- Traditional Chinese: 崔昭緯
- Simplified Chinese: 崔昭纬

Standard Mandarin
- Hanyu Pinyin: Cuī Zhāowěi
- Wade–Giles: Ts'ui1 Chao1-wei3

Yunyao
- Traditional Chinese: 蘊曜
- Simplified Chinese: 蕴曜

Standard Mandarin
- Hanyu Pinyin: Yùnyào
- Wade–Giles: Yün4-yao4

= Cui Zhaowei =

Cui Zhaowei (崔昭緯) (d. 896), courtesy name Yunyao (蘊曜), was an official of the Chinese Tang dynasty, who served as a chancellor during the reign of Emperor Zhaozong. According to traditional histories, he was disloyal to Emperor Zhaozong and manipulated the court scene by conspiring with the eunuchs and the warlords Li Maozhen the military governor of Fengxiang Circuit (鳳翔, headquartered in modern Baoji, Shaanxi) and Wang Xingyu the military governor of Jingnan Circuit (靜難, headquartered in modern Xianyang, Shaanxi). After Li Keyong the military governor of Hedong Circuit (河東, headquartered in modern Taiyuan, Shanxi) defeated Wang and forced LI Maozhen into submission, Emperor Zhaozong exiled Cui and later had him executed.

== Background ==
It is not known when Cui Zhaowei was born. His biographies in the Old Book of Tang and the New Book of Tang both indicate that he was from the prominent Cui clan of Qinghe, which was descended from the Spring and Autumn period state Qi; and the table of the chancellors' family trees in the New Book of Tang further traced him specifically to the "Southern Ancestor" branch of the clan, which included officials of Han dynasty, Cao Wei, Jin dynasty (266–420), Later Zhao, Liu Song, Northern Wei, Northern Qi, Northern Zhou, and Tang dynasty. According to Cui Zhaowei's biography in the Old Book of Tang, his grandfather Cui Bi (崔庇) served as a county sheriff, while his father Cui Yan (崔巘) served as the governor of Eyue Circuit (鄂岳, headquartered in modern Wuhan, Hubei), but the table of the chancellors' family trees in the New Book of Tang do not describe Cui Bi and Cui Yan as having those offices, and Cui Zhaowei's biography in the New Book of Tang omitted references to them altogether.
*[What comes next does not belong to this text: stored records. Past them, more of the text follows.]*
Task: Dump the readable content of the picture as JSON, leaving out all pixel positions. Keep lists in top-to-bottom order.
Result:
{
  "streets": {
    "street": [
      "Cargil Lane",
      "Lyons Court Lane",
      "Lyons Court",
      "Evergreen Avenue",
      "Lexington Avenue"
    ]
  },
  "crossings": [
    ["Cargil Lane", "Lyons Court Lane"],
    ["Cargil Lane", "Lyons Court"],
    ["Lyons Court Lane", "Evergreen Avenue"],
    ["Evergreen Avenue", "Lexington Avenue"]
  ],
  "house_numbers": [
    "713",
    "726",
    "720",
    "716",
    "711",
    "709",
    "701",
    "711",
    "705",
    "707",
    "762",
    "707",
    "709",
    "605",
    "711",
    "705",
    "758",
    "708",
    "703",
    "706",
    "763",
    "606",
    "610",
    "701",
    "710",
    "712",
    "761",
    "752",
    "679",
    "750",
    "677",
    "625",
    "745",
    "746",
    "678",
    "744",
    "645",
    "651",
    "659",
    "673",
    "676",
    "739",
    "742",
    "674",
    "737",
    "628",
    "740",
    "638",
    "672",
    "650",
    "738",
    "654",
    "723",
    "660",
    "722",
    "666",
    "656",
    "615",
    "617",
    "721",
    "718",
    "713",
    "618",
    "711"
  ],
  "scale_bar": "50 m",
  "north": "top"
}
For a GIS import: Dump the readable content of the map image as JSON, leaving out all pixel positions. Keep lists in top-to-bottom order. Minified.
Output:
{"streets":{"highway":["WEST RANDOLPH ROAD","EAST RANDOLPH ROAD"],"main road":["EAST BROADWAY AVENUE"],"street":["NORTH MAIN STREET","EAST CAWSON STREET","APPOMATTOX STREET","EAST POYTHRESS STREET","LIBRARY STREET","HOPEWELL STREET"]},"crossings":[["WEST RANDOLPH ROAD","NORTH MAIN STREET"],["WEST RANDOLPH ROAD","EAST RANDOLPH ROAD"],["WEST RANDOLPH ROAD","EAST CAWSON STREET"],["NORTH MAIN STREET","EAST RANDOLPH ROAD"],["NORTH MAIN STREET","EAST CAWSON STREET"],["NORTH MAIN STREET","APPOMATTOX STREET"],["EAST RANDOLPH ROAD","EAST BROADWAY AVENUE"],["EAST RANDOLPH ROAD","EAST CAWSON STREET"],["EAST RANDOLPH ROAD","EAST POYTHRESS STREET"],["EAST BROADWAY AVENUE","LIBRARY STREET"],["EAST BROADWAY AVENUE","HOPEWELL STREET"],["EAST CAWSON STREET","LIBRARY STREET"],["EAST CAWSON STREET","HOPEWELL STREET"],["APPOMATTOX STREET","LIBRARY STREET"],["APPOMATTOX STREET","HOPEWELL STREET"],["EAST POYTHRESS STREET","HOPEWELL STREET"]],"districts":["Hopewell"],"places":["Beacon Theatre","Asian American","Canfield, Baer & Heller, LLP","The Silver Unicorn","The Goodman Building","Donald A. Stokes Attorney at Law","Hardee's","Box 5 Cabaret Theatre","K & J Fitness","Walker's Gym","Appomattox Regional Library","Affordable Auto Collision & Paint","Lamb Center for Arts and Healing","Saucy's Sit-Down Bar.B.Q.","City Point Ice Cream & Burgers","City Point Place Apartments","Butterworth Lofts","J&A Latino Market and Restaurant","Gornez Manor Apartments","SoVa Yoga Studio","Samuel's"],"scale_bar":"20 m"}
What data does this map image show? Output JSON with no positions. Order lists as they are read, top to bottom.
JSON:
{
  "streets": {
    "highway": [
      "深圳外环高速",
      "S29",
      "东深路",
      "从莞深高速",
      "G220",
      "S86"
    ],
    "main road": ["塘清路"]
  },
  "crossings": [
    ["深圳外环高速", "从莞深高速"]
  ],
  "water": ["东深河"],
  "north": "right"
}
Cui Zhaowei had at least two older brothers, Cui Zhaofu (崔昭符) and Cui Zhaoyuan (崔昭原), and at least one younger brother, Cui Zhaoju (崔昭矩).

Apparently at some point prior to the reign of Emperor Zhaozong, Cui Zhaowei passed the imperial examinations in the Jinshi (進士) class. During Emperor Zhaozong's reign, he served (unclear if successively or concurrently) as Zhongshu Sheren (中書舍人), a mid-level official at the legislative bureau of government (中書省, Zhongshu Sheng); imperial scholar (翰林學士, Hanlin Xueshi); and deputy minister of census (戶部侍郎, Hubu Shilang). In 891, in the aftermaths of an imperial defeat in a campaign against the warlord Li Keyong the military governor (Jiedushi) of Hedong Circuit (河東, headquartered in modern Taiyuan, Shanxi), the chancellors Zhang Jun and Kong Wei, who were the main proponents of the campaign, were removed from their offices, and Cui, who was at that time the chief imperial scholar (翰林學士承旨, Hanlin Xueshi Chengzhi) and deputy minister of defense (兵部侍郎, Bingbu Shilang), was made a chancellor with the designation Tong Zhongshu Menxia Pingzhangshi (同中書門下平章事), along with Xu Yanruo.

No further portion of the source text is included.